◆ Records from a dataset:

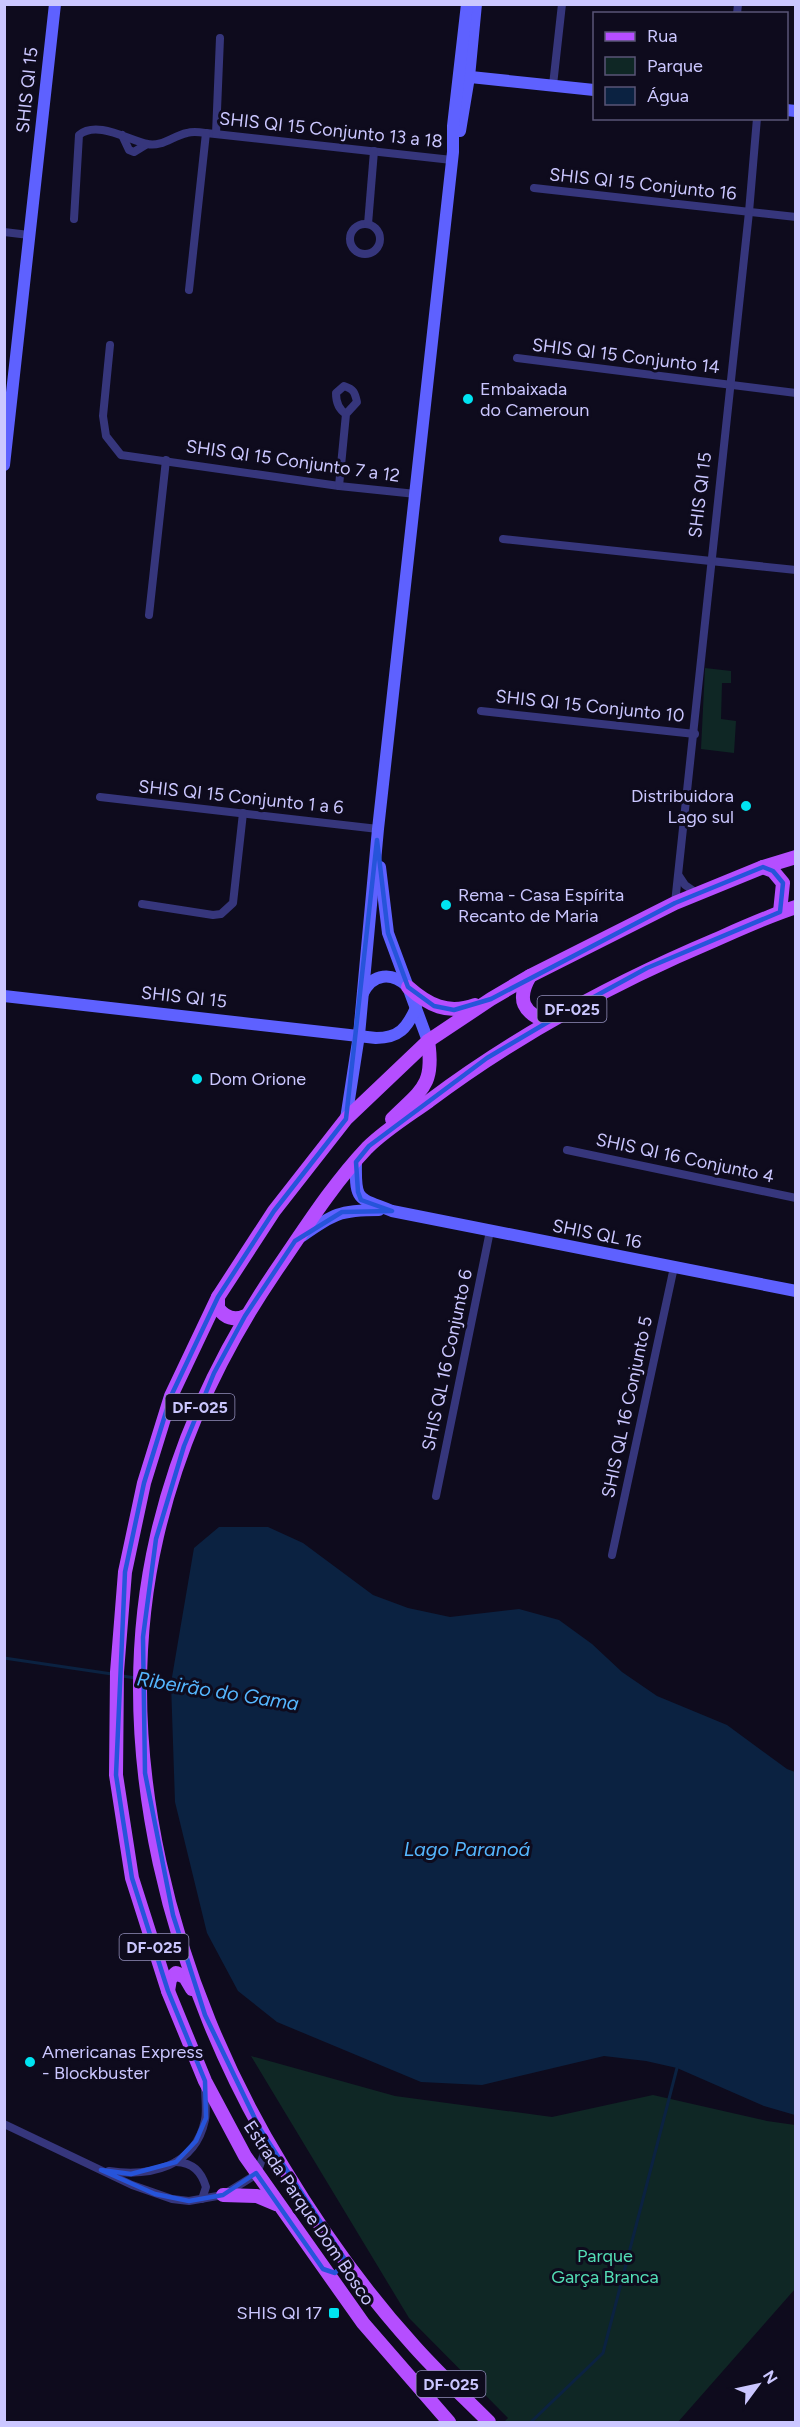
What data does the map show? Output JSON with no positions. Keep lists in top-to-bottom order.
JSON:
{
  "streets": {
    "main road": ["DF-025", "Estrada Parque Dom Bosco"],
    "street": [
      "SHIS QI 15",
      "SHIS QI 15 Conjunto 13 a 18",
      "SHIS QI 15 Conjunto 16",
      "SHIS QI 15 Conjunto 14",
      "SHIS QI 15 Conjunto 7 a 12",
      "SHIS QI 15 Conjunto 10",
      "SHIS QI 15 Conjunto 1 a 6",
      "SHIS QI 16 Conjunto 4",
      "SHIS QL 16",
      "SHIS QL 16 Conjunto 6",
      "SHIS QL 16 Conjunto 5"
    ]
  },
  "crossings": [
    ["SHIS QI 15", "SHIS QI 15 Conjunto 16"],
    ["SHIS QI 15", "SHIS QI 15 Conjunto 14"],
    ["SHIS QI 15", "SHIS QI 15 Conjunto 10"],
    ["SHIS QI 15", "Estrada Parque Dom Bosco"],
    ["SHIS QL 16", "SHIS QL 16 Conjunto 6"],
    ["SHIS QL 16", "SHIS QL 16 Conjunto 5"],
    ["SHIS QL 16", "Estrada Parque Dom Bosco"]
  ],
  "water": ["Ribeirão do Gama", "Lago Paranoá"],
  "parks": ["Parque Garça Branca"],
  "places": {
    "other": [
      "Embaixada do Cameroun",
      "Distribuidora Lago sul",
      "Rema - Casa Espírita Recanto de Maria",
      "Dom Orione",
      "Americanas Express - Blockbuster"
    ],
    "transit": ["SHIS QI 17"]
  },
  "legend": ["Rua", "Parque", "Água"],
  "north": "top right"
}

◆ WHAT IS BEING ASKED: Which lines in the records above contain the word "Parque"? Copy each one.

◆ ANSWER BOX:
    "main road": ["DF-025", "Estrada Parque Dom Bosco"],
    ["SHIS QI 15", "Estrada Parque Dom Bosco"],
    ["SHIS QL 16", "Estrada Parque Dom Bosco"]
  "parks": ["Parque Garça Branca"],
  "legend": ["Rua", "Parque", "Água"],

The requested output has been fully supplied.